Aim of the exercise: Check every line of the data below for the word "overflow". Copy the ones that have it.

Records drawn from a dataset:
-- Opening Marker --

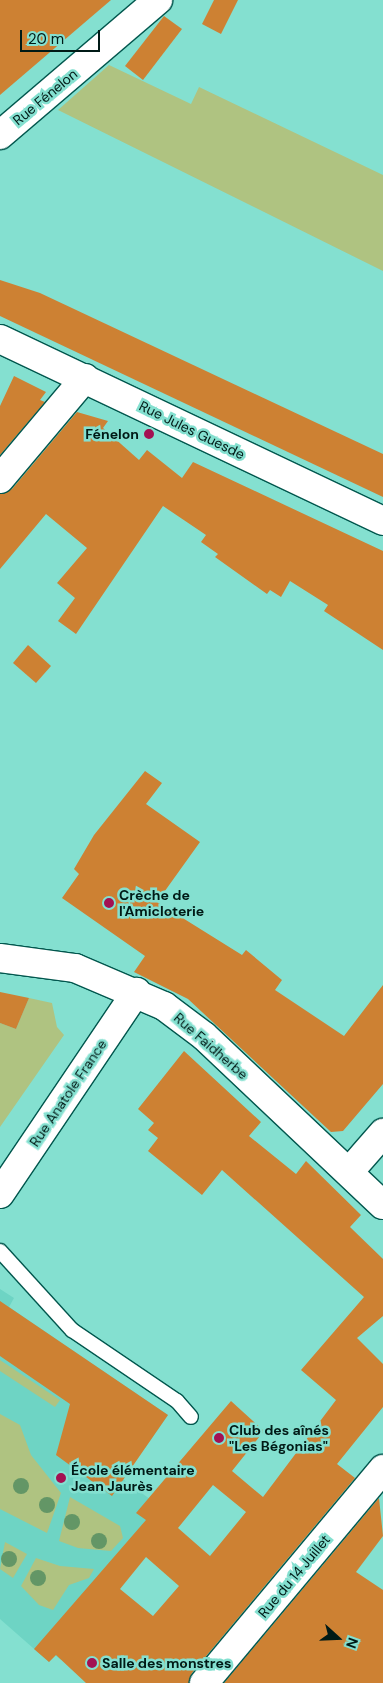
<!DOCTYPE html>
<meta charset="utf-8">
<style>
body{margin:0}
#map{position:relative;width:383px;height:1683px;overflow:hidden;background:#84e0d0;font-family:"DM Sans",sans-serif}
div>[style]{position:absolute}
.built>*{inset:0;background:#6ed4c4}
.green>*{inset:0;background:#afc381}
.building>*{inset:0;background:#cd8133}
.roads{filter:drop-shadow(1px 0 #02574e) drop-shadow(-1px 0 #02574e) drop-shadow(0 1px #02574e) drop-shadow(0 -1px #02574e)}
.service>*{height:14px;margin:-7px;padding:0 7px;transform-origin:7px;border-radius:7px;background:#fff}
.minor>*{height:28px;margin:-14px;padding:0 14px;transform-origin:14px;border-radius:14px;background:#fff}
.tertiary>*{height:28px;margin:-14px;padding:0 14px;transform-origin:14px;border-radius:14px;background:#fff}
.trees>*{width:16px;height:16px;margin:-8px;border-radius:50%;background:#639666}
.dots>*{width:14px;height:14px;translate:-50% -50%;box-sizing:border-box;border:2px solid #84e0d0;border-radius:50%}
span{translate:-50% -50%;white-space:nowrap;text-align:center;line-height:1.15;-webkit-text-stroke:5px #84e0d0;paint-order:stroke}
.street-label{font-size:14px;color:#001a16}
.poi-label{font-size:14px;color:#001a16;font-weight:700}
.right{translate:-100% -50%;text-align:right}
.left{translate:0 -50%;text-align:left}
.north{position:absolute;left:313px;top:1613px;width:50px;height:50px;-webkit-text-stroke:4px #84e0d0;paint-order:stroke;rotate:110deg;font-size:14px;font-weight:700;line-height:20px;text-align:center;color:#001a16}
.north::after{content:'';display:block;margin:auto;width:18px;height:22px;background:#001a16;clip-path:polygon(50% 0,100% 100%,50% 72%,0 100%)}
.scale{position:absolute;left:20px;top:30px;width:80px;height:22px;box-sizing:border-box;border:2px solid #001a16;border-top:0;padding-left:6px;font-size:15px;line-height:18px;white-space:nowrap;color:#001a16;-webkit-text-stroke:4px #84e0d0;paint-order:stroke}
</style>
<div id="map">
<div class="built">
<div style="clip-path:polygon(0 1289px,14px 1298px,9px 1307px,168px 1415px,145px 1448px,137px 1443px,108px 1468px,174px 1517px,61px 1660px,55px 1655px,49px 1662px,0 1619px)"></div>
</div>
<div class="green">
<div style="clip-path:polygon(109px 65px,191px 104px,199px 87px,383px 175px,383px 271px,58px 110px)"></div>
<div style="clip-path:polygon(29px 998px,52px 1003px,57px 1027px,64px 1035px,0 1127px,0 1023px,16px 1029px)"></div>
<div style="clip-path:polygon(0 1360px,60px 1400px,55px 1407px,0 1371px)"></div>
<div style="clip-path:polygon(0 1414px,20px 1425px,31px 1455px,61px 1493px,47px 1533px,0 1509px)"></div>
<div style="clip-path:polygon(70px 1497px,120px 1526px,123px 1538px,111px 1551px,78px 1548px,59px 1541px)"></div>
<div style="clip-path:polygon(5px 1542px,27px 1554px,13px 1578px,0 1569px)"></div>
<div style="clip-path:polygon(36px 1558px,60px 1566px,94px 1569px,89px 1578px,69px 1585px,53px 1610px,39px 1605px,21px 1586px)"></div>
</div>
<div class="building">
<div style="clip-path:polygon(0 0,111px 0,0 95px)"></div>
<div style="clip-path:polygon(214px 0,238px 0,221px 34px,202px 24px)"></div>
<div style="clip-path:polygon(164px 16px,182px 29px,143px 80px,125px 66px)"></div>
<div style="clip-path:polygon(0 280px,40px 293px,383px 454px,383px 497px,0 316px)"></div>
<div style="clip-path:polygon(14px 376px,46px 392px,40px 400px,45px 402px,0 455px,0 406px)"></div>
<div style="clip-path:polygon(77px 412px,108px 421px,103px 428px,139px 460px,147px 450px,182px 478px,193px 462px,383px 551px,383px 650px,324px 611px,328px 605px,290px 581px,281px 597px,270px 590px,267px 594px,215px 557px,218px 554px,201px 542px,206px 535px,163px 506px,76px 634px,58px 621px,75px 598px,57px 583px,87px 548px,46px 514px,0 569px,0 494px,12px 489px)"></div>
<div style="clip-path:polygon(28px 645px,51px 666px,36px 683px,13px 663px)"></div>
<div style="clip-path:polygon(145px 771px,162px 783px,146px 804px,200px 842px,157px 902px,242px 955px,246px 950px,282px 980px,275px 990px,344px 1036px,383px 985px,383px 1084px,343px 1131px,331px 1132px,188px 999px,134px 972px,145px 956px,62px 898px,79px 874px,74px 869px,94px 835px)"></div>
<div style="clip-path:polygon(0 992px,29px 998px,16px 1029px,0 1023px)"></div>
<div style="clip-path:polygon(evenodd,184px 1051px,261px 1122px,249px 1136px,296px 1174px,306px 1161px,361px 1215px,350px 1227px,383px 1259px,383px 1316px,357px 1338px,383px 1364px,383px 1407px,337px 1464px,355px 1478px,192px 1673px,189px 1683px,86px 1683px,56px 1655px,49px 1662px,34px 1649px,146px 1520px,136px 1513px,231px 1401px,264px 1431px,232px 1471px,263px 1497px,336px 1400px,301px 1370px,364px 1297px,222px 1170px,202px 1195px,148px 1151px,158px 1138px,148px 1130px,154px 1123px,138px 1109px,184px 1051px,213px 1485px,246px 1512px,210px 1556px,178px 1528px,213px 1485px,184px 1051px,146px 1557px,179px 1586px,153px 1616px,120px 1589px,146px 1557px)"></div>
<div style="clip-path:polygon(0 1301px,168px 1415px,112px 1496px,56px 1455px,70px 1404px,0 1356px)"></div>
<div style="clip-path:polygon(379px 1498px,383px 1536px,356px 1572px,383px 1590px,383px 1683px,224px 1683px)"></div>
</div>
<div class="roads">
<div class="service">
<div style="left:0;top:1251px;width:107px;rotate:47.7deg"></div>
<div style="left:72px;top:1330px;width:127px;rotate:34.1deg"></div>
<div style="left:177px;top:1401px;width:21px;rotate:49deg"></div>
</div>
<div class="minor">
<div style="left:0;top:135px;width:208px;rotate:-40.5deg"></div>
<div style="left:0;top:339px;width:424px;rotate:25.4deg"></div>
<div style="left:0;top:479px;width:132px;rotate:-49.9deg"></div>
<div style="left:349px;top:1172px;width:52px;rotate:-48.9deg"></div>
<div style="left:0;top:1194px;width:244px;rotate:-56deg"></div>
<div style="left:204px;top:1683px;width:279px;rotate:-50.1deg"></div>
</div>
<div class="tertiary">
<div style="left:0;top:958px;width:76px;rotate:7.6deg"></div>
<div style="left:75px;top:968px;width:97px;rotate:23.1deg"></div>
<div style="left:164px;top:1006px;width:50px;rotate:36.9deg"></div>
<div style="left:204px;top:1036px;width:246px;rotate:43.4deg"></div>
</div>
</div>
<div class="trees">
<div style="left:21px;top:1486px"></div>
<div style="left:47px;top:1505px"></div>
<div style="left:72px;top:1522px"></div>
<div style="left:99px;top:1541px"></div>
<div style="left:9px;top:1559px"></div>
<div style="left:38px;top:1578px"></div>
</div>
<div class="dots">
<div style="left:149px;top:434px;background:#a31152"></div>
<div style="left:109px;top:903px;background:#a31152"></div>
<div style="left:219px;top:1438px;background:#a31152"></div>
<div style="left:61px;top:1478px;background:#a31152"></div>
<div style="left:92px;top:1663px;background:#a31152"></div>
</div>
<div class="street-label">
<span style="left:45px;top:97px;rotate:-40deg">Rue Fénelon</span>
<span style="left:192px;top:430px;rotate:26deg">Rue Jules Guesde</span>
<span style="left:211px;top:1046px;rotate:41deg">Rue Faidherbe</span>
<span style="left:68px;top:1093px;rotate:-56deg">Rue Anatole France</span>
<span style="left:294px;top:1576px;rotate:-50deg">Rue du 14 Juillet</span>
</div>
<div class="poi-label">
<span class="right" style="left:139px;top:434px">Fénelon</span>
<span class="left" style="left:119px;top:903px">Crèche de<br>l'Amicloterie</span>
<span class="left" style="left:229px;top:1438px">Club des aînés<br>"Les Bégonias"</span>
<span class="left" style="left:71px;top:1478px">École élémentaire<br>Jean Jaurès</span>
<span class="left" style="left:102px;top:1663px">Salle des monstres</span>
</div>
<div class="north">N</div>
<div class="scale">20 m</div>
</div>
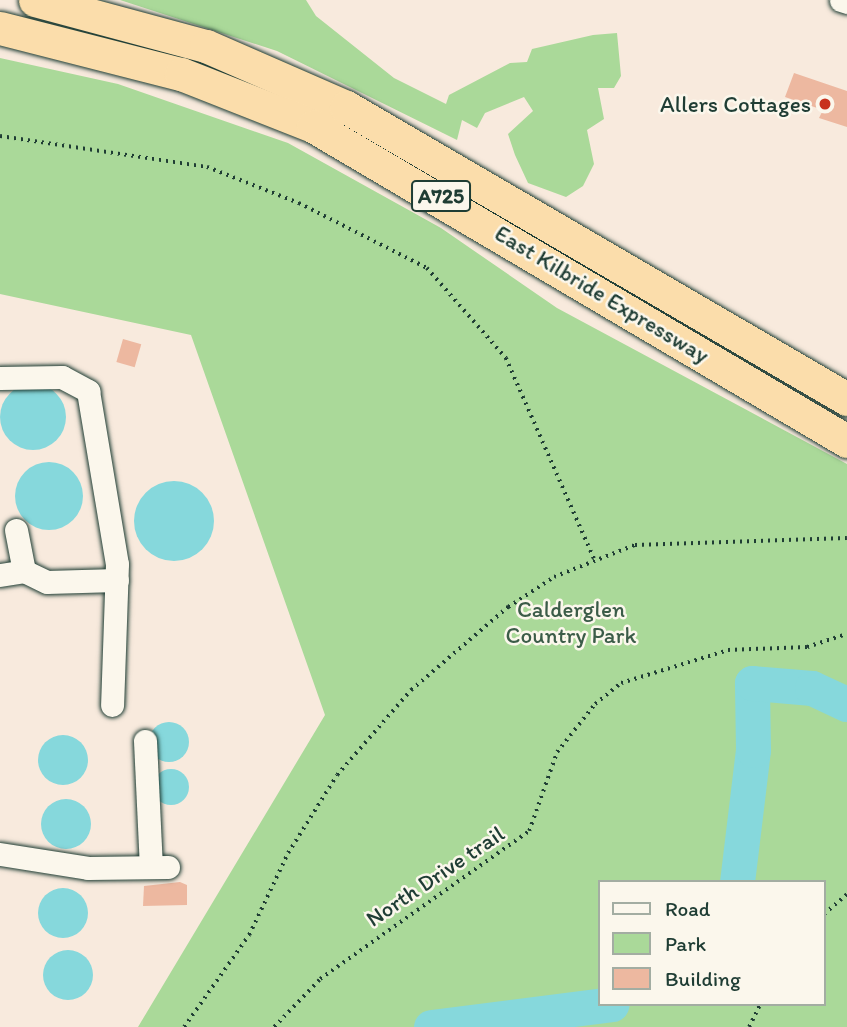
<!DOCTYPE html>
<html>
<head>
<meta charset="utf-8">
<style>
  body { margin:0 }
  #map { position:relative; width:847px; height:1027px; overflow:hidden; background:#f8eadd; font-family:Itim,sans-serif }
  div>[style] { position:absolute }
  .green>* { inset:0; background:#aad999 }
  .water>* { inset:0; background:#86d8dc }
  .round { border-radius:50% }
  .river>* { height:35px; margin:-17.5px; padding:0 17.5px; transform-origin:17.5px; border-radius:17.5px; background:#86d8dc }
  .building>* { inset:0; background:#edb8a0; transform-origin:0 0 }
  .path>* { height:3.5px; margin-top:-1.75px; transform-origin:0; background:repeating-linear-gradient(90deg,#1f3d34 0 2px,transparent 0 7px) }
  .roads { filter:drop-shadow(0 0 2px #1f3d34) drop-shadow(0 0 2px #1f3d34) }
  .minor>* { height:23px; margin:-11.5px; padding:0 11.5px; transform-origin:11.5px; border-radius:11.5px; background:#fbf7ec }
  .highway>* { height:33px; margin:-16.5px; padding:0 16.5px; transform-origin:16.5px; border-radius:16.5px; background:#fbddab }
  .dots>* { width:19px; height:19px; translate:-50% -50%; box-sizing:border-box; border:4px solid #fbf7ec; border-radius:50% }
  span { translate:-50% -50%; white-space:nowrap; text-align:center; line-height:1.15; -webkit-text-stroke:5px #fbf7ec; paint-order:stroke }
  .shield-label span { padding:2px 5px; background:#fbf7ec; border:2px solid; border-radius:5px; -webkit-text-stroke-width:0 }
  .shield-label { font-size:21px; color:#1f3d34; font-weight:700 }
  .poi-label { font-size:23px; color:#1f3d34 }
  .right { translate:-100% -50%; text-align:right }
  .street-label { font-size:23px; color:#1f3d34 }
  .park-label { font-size:23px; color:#3b5c48 }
  .legend { position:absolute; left:598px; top:880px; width:228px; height:126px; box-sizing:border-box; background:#fbf7ec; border:2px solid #a3ada2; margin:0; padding:9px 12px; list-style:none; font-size:21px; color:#1f3d34 }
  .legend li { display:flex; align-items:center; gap:14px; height:35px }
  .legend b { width:35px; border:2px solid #a3ada2 }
</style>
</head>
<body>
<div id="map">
  <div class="green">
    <i style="clip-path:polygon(120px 0,306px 0,316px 16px,394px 78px,446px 104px,449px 95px,510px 63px,527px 62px,532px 49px,593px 35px,617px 33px,621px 76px,614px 88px,598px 88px,604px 119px,587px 130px,594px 164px,583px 186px,566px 197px,528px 183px,515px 155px,508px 134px,533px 111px,524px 97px,485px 113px,477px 128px,462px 120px,457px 140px,277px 51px)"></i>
    <i style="clip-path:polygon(evenodd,0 58px,118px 84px,288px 143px,441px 228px,557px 308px,847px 464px,847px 1027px,138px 1027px,325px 715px,191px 335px,0 294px,0 58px,600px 882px,824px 882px,824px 1004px,600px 1004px,600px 882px)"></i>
  </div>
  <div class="water">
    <i class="round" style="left:0;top:384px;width:66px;height:66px"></i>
    <i class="round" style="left:15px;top:462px;width:68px;height:68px"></i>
    <i class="round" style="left:134px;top:481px;width:80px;height:80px"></i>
    <i class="round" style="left:149px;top:722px;width:40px;height:40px"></i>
    <i class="round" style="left:38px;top:735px;width:50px;height:50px"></i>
    <i class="round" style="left:153px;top:769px;width:36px;height:36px"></i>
    <i class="round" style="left:41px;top:799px;width:50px;height:50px"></i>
    <i class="round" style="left:38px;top:888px;width:50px;height:50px"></i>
    <i class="round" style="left:43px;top:950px;width:50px;height:50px"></i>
  </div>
  <div class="river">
    <i style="left:737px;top:882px;width:133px;rotate:-83.1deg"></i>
    <i style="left:753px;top:750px;width:67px;rotate:-90.9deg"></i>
    <i style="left:752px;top:683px;width:60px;rotate:4.8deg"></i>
    <i style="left:812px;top:688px;width:38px;rotate:25deg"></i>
    <i style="left:431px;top:1027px;width:182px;rotate:-7.2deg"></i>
  </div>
  <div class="building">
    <i style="clip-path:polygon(794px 73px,847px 91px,847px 127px,819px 118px,823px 110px,785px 97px)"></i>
    <i style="left:123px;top:339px;width:19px;height:24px;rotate:16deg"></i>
    <i style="clip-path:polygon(180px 882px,187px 885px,187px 905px,143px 906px,144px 886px)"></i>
  </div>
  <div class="path">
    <i style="left:0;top:136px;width:209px;rotate:8.5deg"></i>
    <i style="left:207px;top:167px;width:99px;rotate:21.4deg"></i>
    <i style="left:299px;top:203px;width:144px;rotate:26.9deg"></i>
    <i style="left:427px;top:268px;width:120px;rotate:48.7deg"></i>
    <i style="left:506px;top:358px;width:219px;rotate:66.3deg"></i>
    <i style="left:824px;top:914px;width:30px;rotate:-41deg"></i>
    <i style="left:184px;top:1027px;width:113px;rotate:-54.8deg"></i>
    <i style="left:249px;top:935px;width:91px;rotate:-64.6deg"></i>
    <i style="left:288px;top:853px;width:92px;rotate:-57.9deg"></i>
    <i style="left:337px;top:775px;width:113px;rotate:-49deg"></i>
    <i style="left:411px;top:690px;width:128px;rotate:-40.6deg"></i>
    <i style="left:508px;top:607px;width:55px;rotate:-33.1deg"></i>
    <i style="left:554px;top:577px;width:87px;rotate:-21.6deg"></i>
    <i style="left:635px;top:545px;width:212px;rotate:-1.9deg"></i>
    <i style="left:274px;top:1027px;width:66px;rotate:-46.2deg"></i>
    <i style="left:320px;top:979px;width:256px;rotate:-35.3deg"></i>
    <i style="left:529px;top:831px;width:84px;rotate:-70.5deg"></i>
    <i style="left:557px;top:752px;width:61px;rotate:-51.6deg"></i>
    <i style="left:595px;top:704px;width:33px;rotate:-39deg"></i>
    <i style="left:621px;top:683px;width:112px;rotate:-17.1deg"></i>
    <i style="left:728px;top:650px;width:79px;rotate:-2.2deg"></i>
    <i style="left:807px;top:647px;width:42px;rotate:-18deg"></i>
    <i style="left:749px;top:1027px;width:25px;rotate:-64deg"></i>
  </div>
  <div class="roads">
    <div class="minor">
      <i style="left:841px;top:0;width:6px;rotate:18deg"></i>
      <i style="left:0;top:378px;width:62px;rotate:-0.9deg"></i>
      <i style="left:62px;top:377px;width:30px;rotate:28deg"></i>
      <i style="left:88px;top:391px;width:175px;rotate:80.5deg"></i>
      <i style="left:117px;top:564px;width:141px;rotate:92deg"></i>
      <i style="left:16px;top:530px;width:42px;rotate:79deg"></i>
      <i style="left:0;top:575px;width:24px;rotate:-9deg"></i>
      <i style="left:24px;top:571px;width:25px;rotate:26deg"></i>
      <i style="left:47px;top:582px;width:70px;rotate:-1.6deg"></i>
      <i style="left:145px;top:741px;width:125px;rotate:87.3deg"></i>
      <i style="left:0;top:854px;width:89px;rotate:9deg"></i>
      <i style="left:88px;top:868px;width:80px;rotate:-0.7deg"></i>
    </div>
    <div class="highway">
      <i style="left:35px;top:0;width:177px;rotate:15.1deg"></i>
      <i style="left:206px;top:46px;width:153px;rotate:23.5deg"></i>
      <i style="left:346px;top:107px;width:580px;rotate:30.24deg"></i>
      <i style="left:0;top:28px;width:187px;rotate:14.3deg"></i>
      <i style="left:181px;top:74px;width:142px;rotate:21.5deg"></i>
      <i style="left:313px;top:126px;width:620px;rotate:30.54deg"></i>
    </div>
  </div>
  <div class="dots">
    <i style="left:825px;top:104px;background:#c8321e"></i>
  </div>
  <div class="shield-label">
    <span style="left:441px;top:196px">A725</span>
  </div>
  <div class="poi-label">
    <span class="right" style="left:811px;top:104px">Allers Cottages</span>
  </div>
  <div class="street-label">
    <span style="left:602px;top:294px;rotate:31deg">East Kilbride Expressway</span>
    <span style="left:435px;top:876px;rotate:-34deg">North Drive trail</span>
  </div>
  <div class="park-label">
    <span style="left:571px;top:622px">Calderglen<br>Country Park</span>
  </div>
  <ul class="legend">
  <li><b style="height:9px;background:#fbf7ec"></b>Road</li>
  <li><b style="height:19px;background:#aad999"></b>Park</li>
  <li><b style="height:19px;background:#edb8a0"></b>Building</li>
  </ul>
</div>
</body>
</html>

-- Closing Marker --

Finished task:
#map{position:relative;width:383px;height:1683px;overflow:hidden;background:#84e0d0;font-family:"DM Sans",sans-serif}
  #map { position:relative; width:847px; height:1027px; overflow:hidden; background:#f8eadd; font-family:Itim,sans-serif }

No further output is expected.